When we forgive, people are forgiven. It's an amazing power we have - though it costs us much. We forgive because we have been forgiven so much. Whatever pride finds a home in our heart is rent apart when we forgive. We become transparent. We look like the Velveteen Rabbit and in doing so, we become real, we become alive.
When I look at these plays and films, I see shadows of real life, merely shadows. To forgive, even in my own ordinary life, is to breakthrough those shadows to where we pray with conviction, "Thy Kingdom Come, Thy Will be done, on earth as it is in heaven." Thy Kingdom Come, where the kingdoms of this world transform as we forgive. "We look through a glass darkly," Paul writes in his first letter to the Corinthians, "but then we shall see face to face."
Who would dare see face to face, unless it is through a cross of forgiveness? When Moses looked at the face of God he saw Glory - not the glory of this world as those he encountered quickly saw when he down from the mountain.
And do we, when we forgive, do we not - perhaps for the first time in our lives - encounter this glory? Is it not a glory that no human power can manufacture or convey, but a glory that comes when heaven breaks through and God's will is done - His Will to forgive. His love is patient, kind, not envious, not boastful, not proud, not rude, not self-seeking, not easily angered, no record of wrongs - all of those things that lifts the stories of this world from their weight upon the human heart. The old has passed away, behold, the new has come.
And we are set free. "It is for freedom Christ set us free," Paul writes to the Galatians. This is the Christmas Story. God breaks through the kingdoms of this world to set us free and He did it through a most radical act of forgiveness.
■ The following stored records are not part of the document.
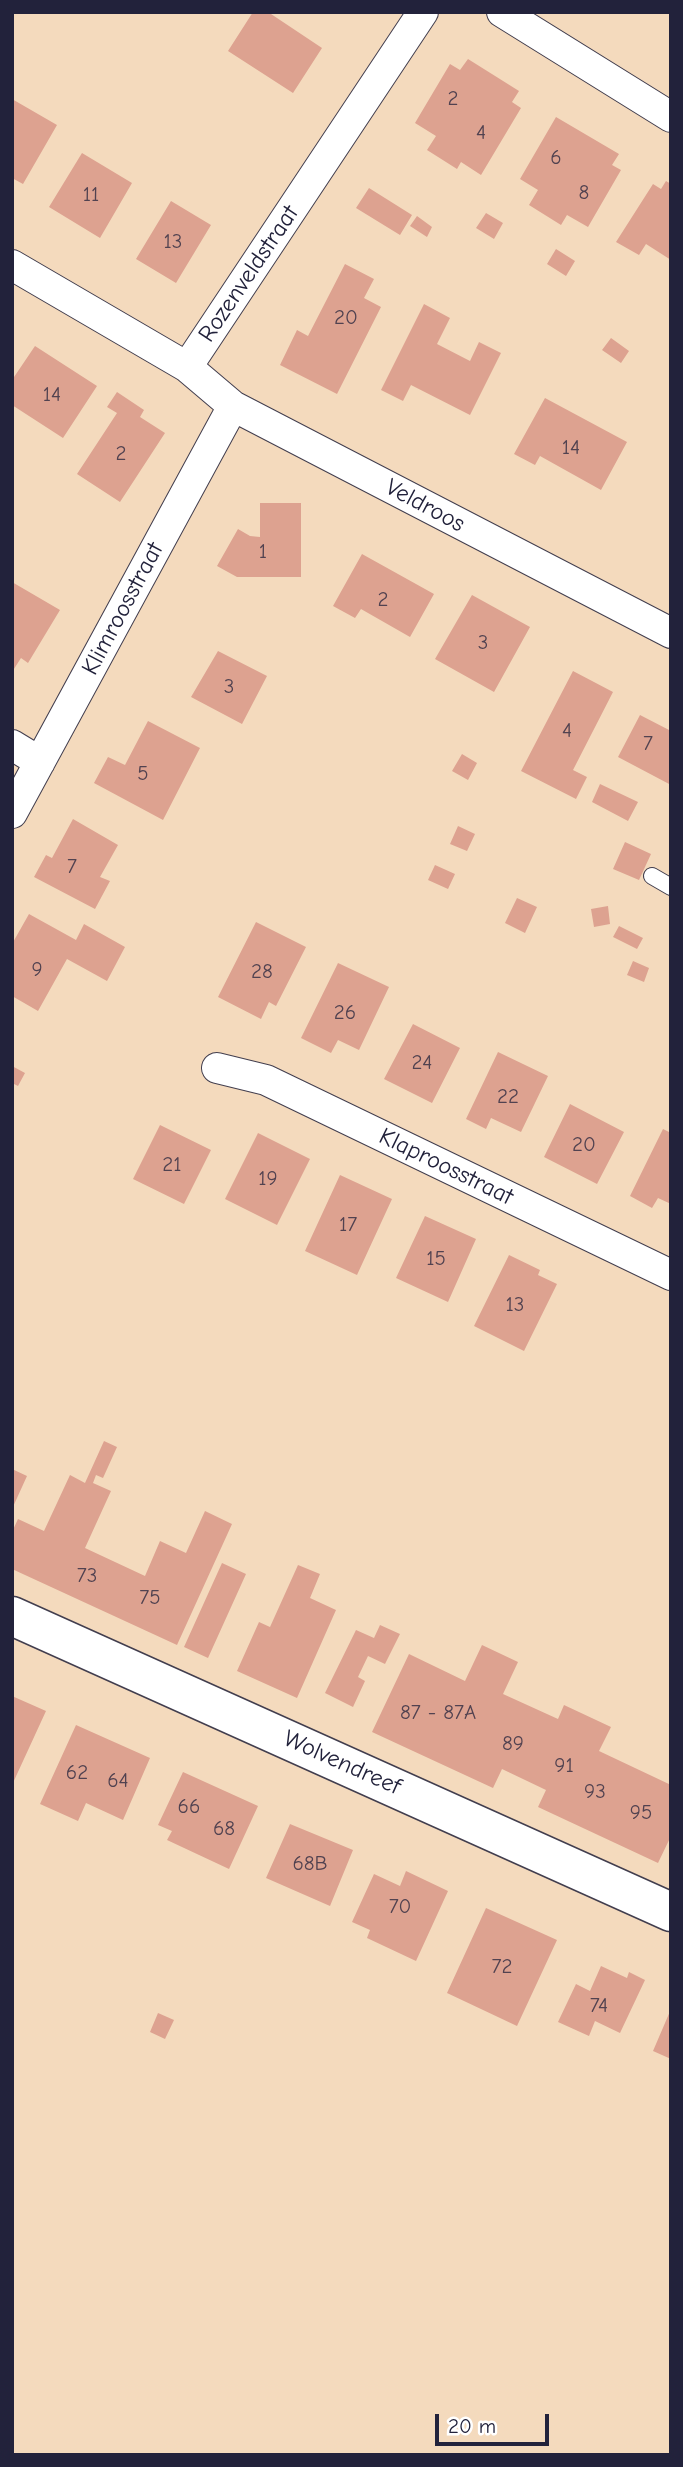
<!DOCTYPE html>
<html>
<head>
<meta charset="utf-8">
<style>
	body { margin:0 }
	#map { position:relative; width:683px; height:2467px; overflow:hidden; background:#f4dabd; font-family:"Comic Neue",sans-serif }
	canvas { display:block }
	.frame { position:absolute; inset:0; border:14px solid #22223b; pointer-events:none }
	.scale { position:absolute; left:435px; top:2414px; width:114px; height:32px; box-sizing:border-box; border:4px solid #22223b; border-top:0; padding-left:9px; font-size:21px; line-height:24px; white-space:nowrap; color:#22223b; -webkit-text-stroke:5px #fff; paint-order:stroke }
</style>
</head>
<body>
<div id="map">
<canvas width="683" height="2467"></canvas>
<div class="frame"></div>
<div class="scale">20 m</div>
</div>
<script>
const context = document.querySelector('canvas').getContext('2d');
context.lineJoin = 'round';
function paint(path, color) {
  context.fillStyle = color;
  context.fill(path, 'evenodd');
}
function toPath(rows) {
  const path = new Path2D();
  for (const r of rows) {
    path.moveTo(r[0], r[1]);
    for (let i = 2; i < r.length; i += 2) path.lineTo(r[i], r[i + 1]);
  }
  return path;
}
function strokePath(path, color, width, dash) {
  context.strokeStyle = color;
  context.lineWidth = width;
  context.lineCap = dash ? 'butt' : 'round';
  context.setLineDash(dash || []);
  context.stroke(path);
}
function write(font, color, halo, rows, align = 'center') {
  context.font = font + ' "Comic Neue",sans-serif';
  context.lineWidth = 5;
  context.setLineDash([]);
  context.textBaseline = 'middle';
  context.strokeStyle = halo;
  context.fillStyle = color;
  for (const [text, x, y, turn = 0] of rows) {
    context.save();
    context.translate(x, y);
    context.rotate((+turn || 0) * Math.PI / 180);
    context.textAlign = isNaN(turn) ? turn : align;
    if (halo) context.strokeText(text, 0, 0);
    context.fillText(text, 0, 0);
    context.restore();
  }
}
paint(toPath([
	[253,12,268,12,322,48,293,93,228,51],
	[468,59,519,91,512,102,521,108,481,175,461,162,457,169,427,150,436,136,415,123,450,64,460,70],
	[12,99,57,125,23,184,12,178],
	[556,117,619,154,612,165,621,170,588,227,567,215,561,225,529,205,538,190,520,179],
	[82,153,132,183,100,238,49,207],
	[666,181,671,184,671,260,646,244,639,255,616,242,653,184,661,189],
	[369,188,412,215,400,235,356,208],
	[171,201,211,225,176,283,136,259],
	[486,213,503,223,494,239,476,228],
	[417,216,432,227,427,237,410,226],
	[556,249,575,261,566,276,547,264],
	[345,264,374,279,364,298,381,307,337,394,280,365,297,330,308,336],
	[424,304,450,318,437,344,470,361,479,342,501,353,470,415,411,385,403,401,381,390],
	[611,338,629,351,621,363,602,350],
	[35,346,97,386,63,438,12,405,12,380],
	[117,392,144,410,140,417,165,433,120,502,77,474,117,413,107,407],
	[545,398,627,442,601,490,540,456,535,465,514,454],
	[260,503,301,503,301,577,237,577,217,566,238,529,250,536,260,537],
	[362,554,434,594,410,637,361,609,355,618,333,606],
	[12,582,60,610,28,663,21,658,12,672],
	[472,595,530,627,494,692,435,659],
	[218,651,267,676,242,724,191,697],
	[573,671,613,692,573,770,587,777,576,799,521,771],
	[640,715,671,731,671,785,618,757],
	[148,721,200,748,163,820,94,783,108,757,125,765],
	[462,754,477,763,468,780,452,771],
	[600,784,638,802,628,821,592,802],
	[73,819,118,845,100,877,110,881,95,909,34,877,46,855,52,858],
	[458,826,475,834,467,851,450,844],
	[625,842,651,854,639,880,613,869],
	[435,865,455,874,448,889,428,880],
	[517,898,537,907,525,933,505,923],
	[608,906,610,924,594,927,591,909],
	[29,914,76,940,84,924,125,947,107,981,67,959,38,1011,12,996,12,944],
	[256,922,306,947,276,1006,269,1002,261,1019,218,997],
	[619,926,643,938,637,949,613,937],
	[633,961,649,968,644,982,627,975],
	[338,963,389,987,359,1050,338,1040,331,1053,301,1038],
	[413,1024,460,1048,432,1103,384,1079],
	[498,1052,548,1076,521,1132,491,1118,486,1129,466,1119],
	[12,1066,25,1073,18,1086,12,1083],
	[570,1104,624,1132,597,1184,544,1157],
	[160,1125,211,1150,184,1204,133,1179],
	[663,1129,671,1133,671,1204,658,1198,652,1208,630,1196],
	[258,1133,310,1159,277,1225,225,1199],
	[340,1175,392,1199,357,1275,305,1251],
	[425,1216,476,1239,448,1302,396,1278],
	[509,1255,540,1270,538,1275,557,1284,524,1351,474,1326],
	[104,1441,117,1447,103,1478,96,1475,93,1483,111,1491,85,1548,145,1576,160,1541,186,1553,205,1511,232,1524,177,1645,12,1569,12,1532,18,1519,44,1531,70,1475,85,1483],
	[12,1469,27,1476,12,1509],
	[222,1563,246,1574,208,1658,184,1647],
	[298,1565,320,1574,310,1598,336,1610,297,1698,237,1671,259,1622,270,1627],
	[380,1625,400,1634,385,1664,368,1656,358,1677,365,1681,353,1707,325,1693,356,1630,374,1638],
	[482,1645,518,1662,503,1694,558,1719,564,1705,611,1727,599,1751,671,1785,671,1836,658,1863,538,1807,546,1790,502,1769,493,1788,372,1732,409,1654,465,1681],
	[12,1696,46,1711,12,1785],
	[76,1725,150,1758,123,1820,86,1803,78,1821,40,1804],
	[183,1772,258,1806,229,1869,167,1840,172,1831,158,1825],
	[290,1824,353,1850,330,1906,266,1878],
	[406,1871,448,1891,416,1961,367,1938,370,1930,352,1922,374,1874,400,1886],
	[486,1908,557,1940,517,2026,447,1993],
	[601,1966,627,1978,629,1972,645,1980,620,2033,595,2021,589,2036,558,2022,576,1984,590,1991],
	[671,2009,671,2059,653,2051],
	[158,2013,174,2020,165,2039,150,2032]
]), '#dda290');
const service = toPath([
	[652,876,671,887]
]);
const minor = toPath([
	[502,12,671,117],
	[12,265,187,367,233,406,671,633],
	[187,367,423,12],
	[12,745,40,762],
	[12,813,233,406],
	[217,1068,266,1080,671,1275]
]);
const tertiary = toPath([
	[12,1616,671,1912]
]);
strokePath(service, '#423e4e', 18);
strokePath(minor, '#423e4e', 32);
strokePath(tertiary, '#423e4e', 41);
strokePath(service, '#fff', 16);
strokePath(minor, '#fff', 30);
strokePath(tertiary, '#fff', 38);
write('21px', '#514250', null, [
	["2",453,99],
	["4",481,133],
	["6",556,158],
	["8",584,193],
	["11",91,195],
	["13",173,242],
	["20",346,318],
	["14",52,395],
	["14",571,448],
	["2",121,454],
	["1",263,552],
	["2",383,600],
	["3",483,643],
	["3",229,687],
	["4",567,731],
	["7",648,744],
	["5",143,774],
	["7",72,867],
	["9",37,970],
	["28",262,972],
	["26",345,1013],
	["24",422,1063],
	["22",508,1097],
	["20",584,1145],
	["21",172,1165],
	["19",268,1179],
	["17",348,1225],
	["15",436,1259],
	["13",515,1305],
	["73",87,1576],
	["75",150,1598],
	["87 - 87A",438,1713],
	["89",513,1744],
	["91",564,1766],
	["62",77,1773],
	["64",118,1781],
	["93",595,1792],
	["66",189,1807],
	["95",641,1813],
	["68",224,1829],
	["68B",310,1864],
	["70",400,1907],
	["72",502,1967],
	["74",599,2006]
]);
write('24px', '#22223b', '#fff', [
	["Rozenveldstraat",249,274,-56],
	["Veldroos",425,506,28],
	["Klimroosstraat",123,609,-62],
	["Klaproosstraat",446,1167,26],
	["Wolvendreef",342,1763,24]
]);
</script>
</body>
</html>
"Thy kingdom come, Thy will be done, on earth as it is in heaven ... And forgive us our sins as we forgive those who sin against us ... For Thine is the Kingdom and the Glory and the Power Forever and ever."
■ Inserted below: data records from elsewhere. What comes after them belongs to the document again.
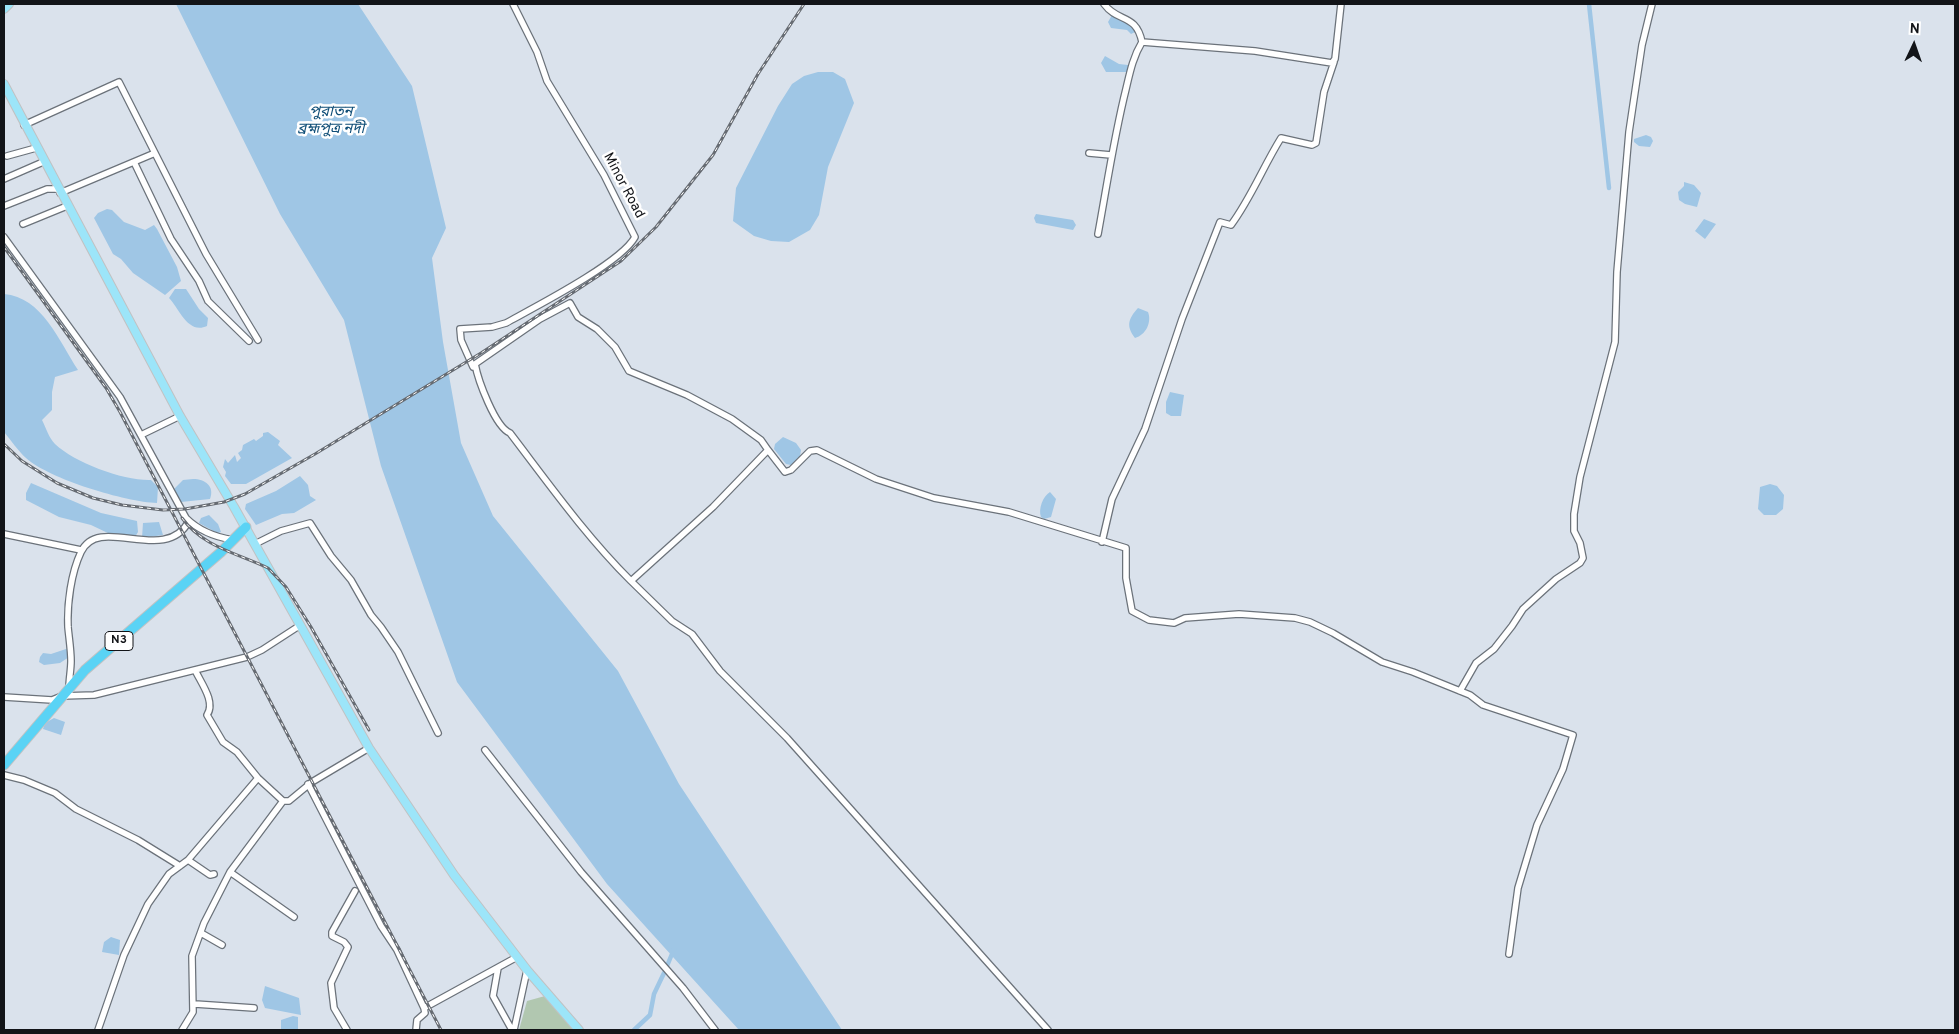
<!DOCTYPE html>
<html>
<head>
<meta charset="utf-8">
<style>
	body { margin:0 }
	#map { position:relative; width:1959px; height:1034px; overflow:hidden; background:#dae2ec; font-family:Overpass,sans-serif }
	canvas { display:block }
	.frame { position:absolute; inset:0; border:5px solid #121418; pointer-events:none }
	.north { position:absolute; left:1889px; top:20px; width:50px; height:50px; -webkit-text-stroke:4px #fff; paint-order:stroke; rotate:3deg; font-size:14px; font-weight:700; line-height:20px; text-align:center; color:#121418 }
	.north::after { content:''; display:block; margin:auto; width:18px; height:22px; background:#121418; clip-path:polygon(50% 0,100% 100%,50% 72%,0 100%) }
</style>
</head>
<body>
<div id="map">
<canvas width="1959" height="1034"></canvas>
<div class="frame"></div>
<div class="north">N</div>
</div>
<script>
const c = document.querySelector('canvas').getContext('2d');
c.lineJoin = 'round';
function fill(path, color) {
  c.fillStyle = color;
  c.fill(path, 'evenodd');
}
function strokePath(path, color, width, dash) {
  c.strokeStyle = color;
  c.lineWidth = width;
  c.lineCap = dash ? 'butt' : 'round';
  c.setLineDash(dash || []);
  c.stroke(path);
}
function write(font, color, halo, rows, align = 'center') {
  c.font = font + ' Overpass,"Noto Sans Bengali",sans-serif';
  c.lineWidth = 5;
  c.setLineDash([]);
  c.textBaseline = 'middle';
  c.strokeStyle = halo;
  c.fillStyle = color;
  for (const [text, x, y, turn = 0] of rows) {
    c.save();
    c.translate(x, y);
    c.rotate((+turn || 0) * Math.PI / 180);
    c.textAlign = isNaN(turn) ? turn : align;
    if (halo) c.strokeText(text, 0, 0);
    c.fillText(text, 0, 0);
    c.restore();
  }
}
fill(new Path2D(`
	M545 996 574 1030H519L527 1001Z`), '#b1c7b0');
fill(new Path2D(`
	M176 4H358L412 86 446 228 432 258 443 342 461 443 493 516 618 671 679 784 842 1030H739L607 884 457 682 381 466 344 320 280 214Z
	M1112 15 1130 24 1135 32 1131 34 1127 30 1111 28 1108 22Z
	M1105 56 1119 64 1128 65 1129 72H1106L1101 63Z
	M818 72H833L845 79 854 103 828 167 819 215 810 230 789 242 771 241 754 236 733 221 736 188 778 106 792 84 804 76Z
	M1646 135 1651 137 1653 141 1650 147 1639 146 1634 142V139Z
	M1684 182 1694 185 1701 193 1697 207 1685 204 1679 200 1678 192 1684 186Z
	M107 209 112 210 124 222 145 230 154 225 157 229 177 267 181 281 165 295 133 273 121 259 113 254 94 218 98 213Z
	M1036 214 1073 220 1076 225 1073 230 1036 223 1034 218Z
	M1704 219 1716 224 1705 239 1695 231Z
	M175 289H186L199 309 208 318 207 326C188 335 179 308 169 298Z
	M4 294C42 297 59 341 78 370L55 377 52 392V410L42 420C46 428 49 438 55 444 75 463 124 481 151 480L158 487 157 503C126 502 49 479 26 458 18 451 11 440 4 432Z
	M1138 308 1148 312C1152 322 1146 335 1135 338 1126 326 1128 319 1138 308Z
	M1170 392 1184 395 1181 416H1171L1166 413V402Z
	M268 432 280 441 278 445 292 458 246 484H231L225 476 226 472 223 467 225 459 228 463 235 455 237 462 241 458 238 453 242 450 243 445 254 439 256 441 263 436V433Z
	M783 437 796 443 801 450 800 456 791 465 786 464 774 449 775 444Z
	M300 476 308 485 310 496 316 500 294 513 282 514 256 525 245 509 246 504 276 491Z
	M193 479C205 479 215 486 210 499L181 502 174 489 183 480Z
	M31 483 101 513 137 521 138 532 135 537 110 534 91 525 59 517 26 500V493Z
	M1770 484 1777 486 1784 495 1783 509 1776 515H1764L1758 509 1760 487Z
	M1050 492 1056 499 1051 517 1044 519 1041 517C1038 509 1043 496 1050 492Z
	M209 515 218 524 221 532 217 533 199 523 201 518Z
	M159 522 163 535 142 538 143 523Z
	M66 649 69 650V657L60 663 44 665 39 662 40 657 43 653 51 654Z
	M54 718 65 722 61 735 43 729 45 723Z
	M111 937 120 940 119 955 102 952 104 942Z
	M265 986 299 998 301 1015 265 1008 262 1000Z
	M293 1016 298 1017V1030H281V1020Z`), '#9fc6e5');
strokePath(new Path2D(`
	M1589 4 1609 188
	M667 966 674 949
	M634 1030 650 1015 654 994 664 973`), '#9fc6e5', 4.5);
const minor = new Path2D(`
	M1104 4C1118 23 1136 13 1142 42L1255 51 1332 63 1335 59 1341 4
	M24 125 119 82 206 254 258 340
	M1089 153 1111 155
	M7 156 36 148
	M134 162 171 239 199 281 208 301 249 341
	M4 179 43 162
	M60 193 155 153
	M4 206 47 189H58
	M23 224 67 206
	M1098 234C1107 185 1114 137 1126 89 1130 72 1133 57 1142 42
	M4 237 120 397 186 518C199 531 215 537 233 540
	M473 367 461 340 460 329 492 327 506 323C535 307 621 263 635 237L604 175 547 81 537 52 513 4
	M141 435 180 416
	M768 450 785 472 791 470 810 451 817 450 876 479 934 498 1009 512 1126 548V578L1132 611 1149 620 1174 623 1185 618 1239 614 1295 618 1310 622 1333 633 1382 662 1413 672 1470 695 1483 705 1573 735 1563 769 1537 825 1518 888 1509 954
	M4 534 81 550
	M1102 542 1112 499 1145 429 1182 319 1220 222 1231 225C1251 198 1263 167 1281 138L1312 145 1316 143 1324 92 1334 62
	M255 544 281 531 310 523 331 556 351 580 371 615 381 627 398 652 438 733
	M631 581C585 535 549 484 510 433 495 427 478 380 475 364L540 319 570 303 578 317 597 329 615 347 629 371 687 395 732 419 761 440 768 450 713 507 631 581 672 621 692 634 720 671 787 738 1048 1030
	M195 670C201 683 216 702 207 715L223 742 237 752 258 778 283 801H289L312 782 369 748
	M69 688C69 679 71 670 71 661 71 650 69 638 68 627 67 604 71 573 81 552 99 513 165 566 189 521
	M1460 691 1476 663 1494 649 1512 626 1523 609 1556 579 1580 563 1583 558 1580 543 1574 531V514L1580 477 1615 342 1617 272 1629 132 1642 45 1652 4
	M4 697 52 700 62 696 94 695 247 657 262 650 299 626
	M485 750 581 872 683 988 715 1030
	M4 775 24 780 55 793 76 809 138 840 180 866
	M308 784 381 926 397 950 424 1008 425 1013 417 1020 416 1030
	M188 860 210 875 214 874
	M230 872 294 917
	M201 933 222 945
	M498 968 493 996 512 1030
	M195 1004 254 1008
	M424 1008 517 957
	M98 1030 124 955 148 904 169 874 188 860 258 778
	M182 1030 193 1012 192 956 204 923 230 872 283 801
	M347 1030 334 1008 331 983 348 947 344 942 332 936V932L355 891
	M514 1030 527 970`);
const major = new Path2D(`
	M4 9 9 4
	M4 84 180 416 234 507 369 748 454 875 527 970 579 1030`);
const highway = new Path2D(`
	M4 765 85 670 221 552 246 527`);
strokePath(minor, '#6b727a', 8);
strokePath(major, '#c1c2c3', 10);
strokePath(highway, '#c1c2c3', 11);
strokePath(minor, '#fff', 5.5);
strokePath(major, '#9ce5f9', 8);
strokePath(highway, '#5ad3f5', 9);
const rail = new Path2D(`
	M4 247 106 388 120 412 441 1030
	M4 444 22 461 57 483 93 498 122 505 163 510 185 509 224 502 245 494 315 454 481 353 621 261 656 227 713 155 758 74 804 4
	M182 518C203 547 237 553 268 568L286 587 311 627 369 730`);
strokePath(rail, '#666b72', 3);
strokePath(rail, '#fff', 1, [4]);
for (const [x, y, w] of [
	[119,641,28]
]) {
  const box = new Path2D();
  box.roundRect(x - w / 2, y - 9.5, w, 19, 4);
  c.fillStyle = '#fff';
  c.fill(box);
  strokePath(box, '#121418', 1);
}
write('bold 12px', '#121418', null, [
	["N3",119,641]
]);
write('14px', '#121418', '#fff', [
	["Minor Road",623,186,62]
]);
write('italic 15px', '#0f4e77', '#fff', [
	["পুরাতন",331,113],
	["ব্রহ্মপুত্র নদী",331,130]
]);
</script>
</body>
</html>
The kingdoms of Brotherhood or Richard III, the glory that they seek, the power they crave is fleeting, it is mere shadow, it is soul-less, it's a trick. And perhaps that is why these plays exist. To remind us that to forgive is freedom, real freedom that politics and power can never buy. And we can engage in this radical act of forgiveness, not because we are good or we are strong - but because we are not.